What God says is true, and you had better believe it. What happens if you do? Suppose Robert Redford came up to you, who think of yourself as a Plain Jane, and said, “You are the woman I’ve been looking for all my life. You move me to tears, you are so beautiful. I want to marry you and make you happy forever.” Would you think of yourself a little differently? Well, if even Robert Redford can change your dull self-image, cannot God do it alsoDare you call yourself a Plain Jane if it means calling God a liar? One of you is wrong. You say you are ugly; God says you are beautiful. If you are right, God is wrong. That just cannot be. The alternative is that God is right and you are wrong. You are not ugly. You are beautiful. What God says is fact, objective truth, utter reality.
But what about sin? Does God just hide his eyes? How can that be realism? God does not hide his eyes. Your eyes are hidden in time, hidden from your eternal destiny and identity. You see only the present crude sketch of yourself. He sees the i completed masterpiece, for he sees from eternity. Your life is like a string pulled taut. Like an ant, you crawl along the string of your lifetime, from one end (birth) to the other (death). But God sees the whole string end on, from the end. He blinks at nothing; he sees everything in its true perspective. He sees your whole life, but not as you do, piecemeal. He sees you whole, as you see a finished painting. And the judgment he pronounces on you is “perfect”.

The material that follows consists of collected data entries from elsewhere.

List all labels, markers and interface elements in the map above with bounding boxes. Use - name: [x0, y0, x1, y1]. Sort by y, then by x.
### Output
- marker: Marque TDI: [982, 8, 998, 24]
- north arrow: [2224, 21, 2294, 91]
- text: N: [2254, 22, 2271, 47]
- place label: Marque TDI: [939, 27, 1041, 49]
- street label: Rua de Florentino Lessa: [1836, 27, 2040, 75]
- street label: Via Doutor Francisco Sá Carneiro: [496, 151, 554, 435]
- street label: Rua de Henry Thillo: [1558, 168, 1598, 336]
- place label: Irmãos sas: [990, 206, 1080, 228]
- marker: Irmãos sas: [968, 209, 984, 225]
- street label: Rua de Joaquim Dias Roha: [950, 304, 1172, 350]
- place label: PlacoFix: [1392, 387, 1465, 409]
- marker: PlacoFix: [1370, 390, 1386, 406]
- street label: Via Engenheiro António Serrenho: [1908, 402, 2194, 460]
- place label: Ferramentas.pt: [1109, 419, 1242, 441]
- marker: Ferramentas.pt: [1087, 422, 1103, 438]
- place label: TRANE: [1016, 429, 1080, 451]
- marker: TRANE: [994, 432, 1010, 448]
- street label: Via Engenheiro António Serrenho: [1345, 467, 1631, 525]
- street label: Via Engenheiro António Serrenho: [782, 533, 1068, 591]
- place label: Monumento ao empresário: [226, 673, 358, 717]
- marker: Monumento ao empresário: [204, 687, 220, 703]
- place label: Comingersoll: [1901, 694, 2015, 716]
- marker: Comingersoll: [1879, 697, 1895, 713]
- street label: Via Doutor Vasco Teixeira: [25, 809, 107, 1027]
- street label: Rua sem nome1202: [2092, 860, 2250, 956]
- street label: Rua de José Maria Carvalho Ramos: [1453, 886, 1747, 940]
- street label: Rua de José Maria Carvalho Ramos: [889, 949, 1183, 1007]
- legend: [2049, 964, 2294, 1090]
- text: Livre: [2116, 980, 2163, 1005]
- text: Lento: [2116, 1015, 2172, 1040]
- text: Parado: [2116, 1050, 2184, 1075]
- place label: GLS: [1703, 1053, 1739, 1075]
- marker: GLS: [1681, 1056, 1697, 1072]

That is our destiny, according to Christ: “You must be perfect as your heavenly Father is perfect.” The Christ who says this incredible thing is also the Christ who alone makes it happen, the Savior, the Way. The Way will have his way. We are to be “all fair” as he is all fair. Contentment with anything less than perfection is our way, perhaps, but not his. For he is love, and love (according to George Macdonald) is “easy to please but hard to satisfy”. Thank God for both of those facts!
14. Love Is Simple
The style of the poetry in Song of Songs is amazingly simple, even though the content suggested is amazingly complex. Though the greatest minds of theologians, saints, and mystics can explore the depths of this book for hundreds of pages without coming close to exhausting its riches, yet its point is so simple that only the simplest, haikulike poetry suffices:
Behold, you are beautiful, my love,
Behold, you are beautiful;
Your eyes are doves.
Behold, you are beautiful, my beloved,
Truly lovely;
Our couch is green (Song 1:15-16)
To a nonlover this is supremely trite and boring. To a lover it is perfect, like a diamond. To a nonlover it is endless repetition. To a lover it can go on forever, like God himself, one, perfect, self-sufficient, “the one thing needful”.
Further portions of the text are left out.